[Exercise data Boundary: Start]

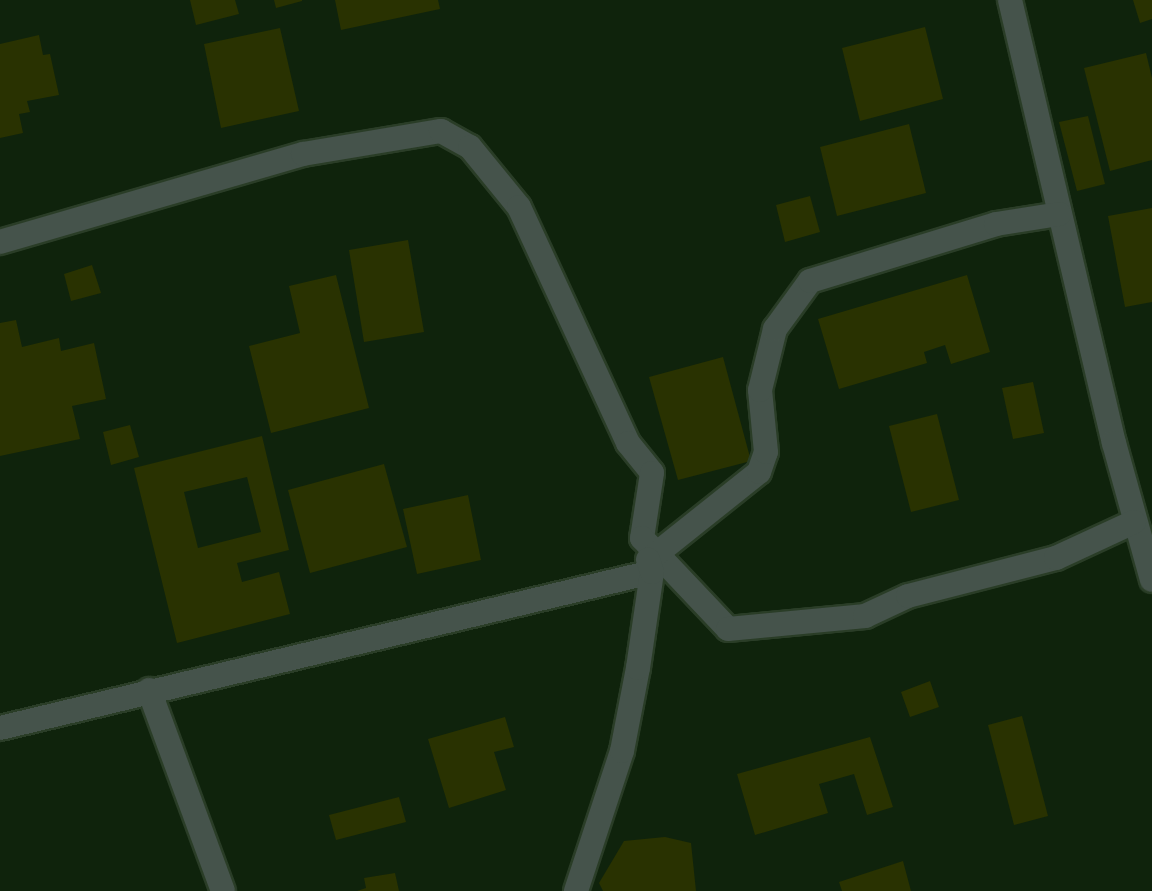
<!DOCTYPE html>
<style>
body{margin:0}
#map{position:relative;width:1152px;height:891px;overflow:hidden;background:#0f230c;font-family:Overpass,sans-serif}
div>[style]{position:absolute}
[style*='--x']{left:calc(var(--x)*1px);top:calc(var(--y)*1px);width:calc(var(--w)*1px);rotate:calc(var(--a)*1deg)}
.building>*{inset:0;background:#293201}
.roads{filter:drop-shadow(2px 0 #2a3d27) drop-shadow(-2px 0 #2a3d27) drop-shadow(0 2px #2a3d27) drop-shadow(0 -2px #2a3d27)}
.minor>*{height:24px;margin:-12px;padding:0 12px;transform-origin:12px;border-radius:12px;background:#45534b}
span{translate:-50% -50%;white-space:nowrap;text-align:center;line-height:1.15;-webkit-text-stroke:8px #030a03;paint-order:stroke}
</style>
<div id="map">
<div class="building">
<div style="clip-path:polygon(190px 0,235px 0,239px 14px,196px 25px)"></div>
<div style="clip-path:polygon(274px 0,302px 0,302px 1px,276px 8px)"></div>
<div style="clip-path:polygon(335px 0,438px 0,440px 9px,341px 30px)"></div>
<div style="clip-path:polygon(1133px 0,1152px 0,1152px 19px,1140px 23px)"></div>
<div style="clip-path:polygon(925px 27px,943px 99px,860px 121px,842px 48px)"></div>
<div style="clip-path:polygon(280px 28px,299px 111px,221px 128px,204px 44px)"></div>
<div style="clip-path:polygon(39px 35px,43px 55px,50px 54px,59px 95px,27px 101px,30px 112px,19px 114px,23px 133px,0 138px,0 44px)"></div>
<div style="clip-path:polygon(1146px 53px,1152px 78px,1152px 160px,1110px 171px,1084px 68px)"></div>
<div style="clip-path:polygon(1088px 116px,1105px 184px,1077px 191px,1059px 122px)"></div>
<div style="clip-path:polygon(909px 124px,926px 193px,837px 216px,820px 147px)"></div>
<div style="clip-path:polygon(810px 196px,820px 232px,785px 242px,776px 205px)"></div>
<div style="clip-path:polygon(1152px 208px,1152px 302px,1125px 307px,1108px 216px)"></div>
<div style="clip-path:polygon(408px 240px,424px 332px,364px 342px,349px 250px)"></div>
<div style="clip-path:polygon(92px 265px,101px 293px,71px 301px,64px 274px)"></div>
<div style="clip-path:polygon(336px 275px,369px 408px,271px 433px,249px 346px,300px 333px,289px 286px)"></div>
<div style="clip-path:polygon(967px 275px,990px 352px,951px 364px,945px 345px,924px 352px,927px 363px,839px 389px,818px 319px)"></div>
<div style="clip-path:polygon(16px 320px,22px 347px,59px 338px,61px 351px,94px 343px,106px 399px,72px 406px,80px 439px,0 456px,0 323px)"></div>
<div style="clip-path:polygon(723px 357px,751px 461px,678px 480px,649px 377px)"></div>
<div style="clip-path:polygon(1033px 382px,1044px 433px,1013px 439px,1002px 388px)"></div>
<div style="clip-path:polygon(937px 414px,959px 500px,911px 512px,889px 426px)"></div>
<div style="clip-path:polygon(130px 425px,139px 457px,111px 465px,103px 432px)"></div>
<div style="clip-path:polygon(evenodd,262px 436px,289px 550px,237px 563px,242px 582px,279px 572px,290px 614px,177px 643px,134px 468px,262px 436px,247px 477px,261px 532px,198px 548px,184px 492px,247px 477px)"></div>
<div style="clip-path:polygon(384px 464px,407px 547px,310px 573px,288px 490px)"></div>
<div style="clip-path:polygon(468px 495px,481px 560px,417px 574px,403px 509px)"></div>
<div style="clip-path:polygon(930px 681px,939px 707px,910px 717px,901px 692px)"></div>
<div style="clip-path:polygon(1022px 716px,1048px 816px,1014px 825px,988px 725px)"></div>
<div style="clip-path:polygon(505px 717px,514px 747px,494px 752px,506px 790px,449px 808px,428px 739px)"></div>
<div style="clip-path:polygon(870px 737px,893px 807px,867px 815px,854px 774px,819px 784px,828px 813px,755px 835px,737px 774px)"></div>
<div style="clip-path:polygon(399px 797px,406px 822px,336px 840px,329px 815px)"></div>
<div style="clip-path:polygon(665px 837px,691px 843px,696px 891px,603px 891px,599px 883px,624px 841px)"></div>
<div style="clip-path:polygon(903px 861px,911px 891px,842px 891px,839px 882px)"></div>
<div style="clip-path:polygon(395px 873px,399px 891px,357px 891px,366px 888px,364px 878px)"></div>
</div>
<div class="roads">
<div class="minor">
<div style="--x:1010;--y:0;--w:455;--a:76.8"></div>
<div style="--x:1114;--y:443;--w:142;--a:74.5"></div>
<div style="--x:0;--y:242;--w:316;--a:-16.2"></div>
<div style="--x:303;--y:154;--w:140;--a:-9.5"></div>
<div style="--x:441;--y:131;--w:33;--a:29"></div>
<div style="--x:470;--y:147;--w:77;--a:50.8"></div>
<div style="--x:519;--y:207;--w:260;--a:65.2"></div>
<div style="--x:628;--y:443;--w:38;--a:51"></div>
<div style="--x:652;--y:473;--w:66;--a:98.7"></div>
<div style="--x:642;--y:538;--w:125;--a:46.6"></div>
<div style="--x:728;--y:629;--w:138;--a:-5.4"></div>
<div style="--x:865;--y:616;--w:47;--a:-24.9"></div>
<div style="--x:908;--y:596;--w:153;--a:-14.4"></div>
<div style="--x:1056;--y:558;--w:86;--a:-24.8"></div>
<div style="--x:655;--y:555;--w:133;--a:-38.6"></div>
<div style="--x:759;--y:472;--w:21;--a:-71"></div>
<div style="--x:766;--y:452;--w:62;--a:-95.5"></div>
<div style="--x:760;--y:390;--w:63;--a:-76.2"></div>
<div style="--x:775;--y:329;--w:59;--a:-53.9"></div>
<div style="--x:810;--y:281;--w:195;--a:-17"></div>
<div style="--x:996;--y:224;--w:64;--a:-9"></div>
<div style="--x:149;--y:690;--w:214;--a:69.8"></div>
<div style="--x:0;--y:728;--w:670;--a:-13.46"></div>
<div style="--x:576;--y:891;--w:147;--a:-71.8"></div>
<div style="--x:622;--y:751;--w:85;--a:-79.1"></div>
<div style="--x:638;--y:668;--w:97;--a:-81.7"></div>
<div style="--x:652;--y:572;--w:13;--a:-108"></div>
</div>
</div>
</div>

[Exercise data Boundary: End]

**Problem**
Look through the listing and extract every line with "minor" in it.

**Response area**
.minor>*{height:24px;margin:-12px;padding:0 12px;transform-origin:12px;border-radius:12px;background:#45534b}
<div class="minor">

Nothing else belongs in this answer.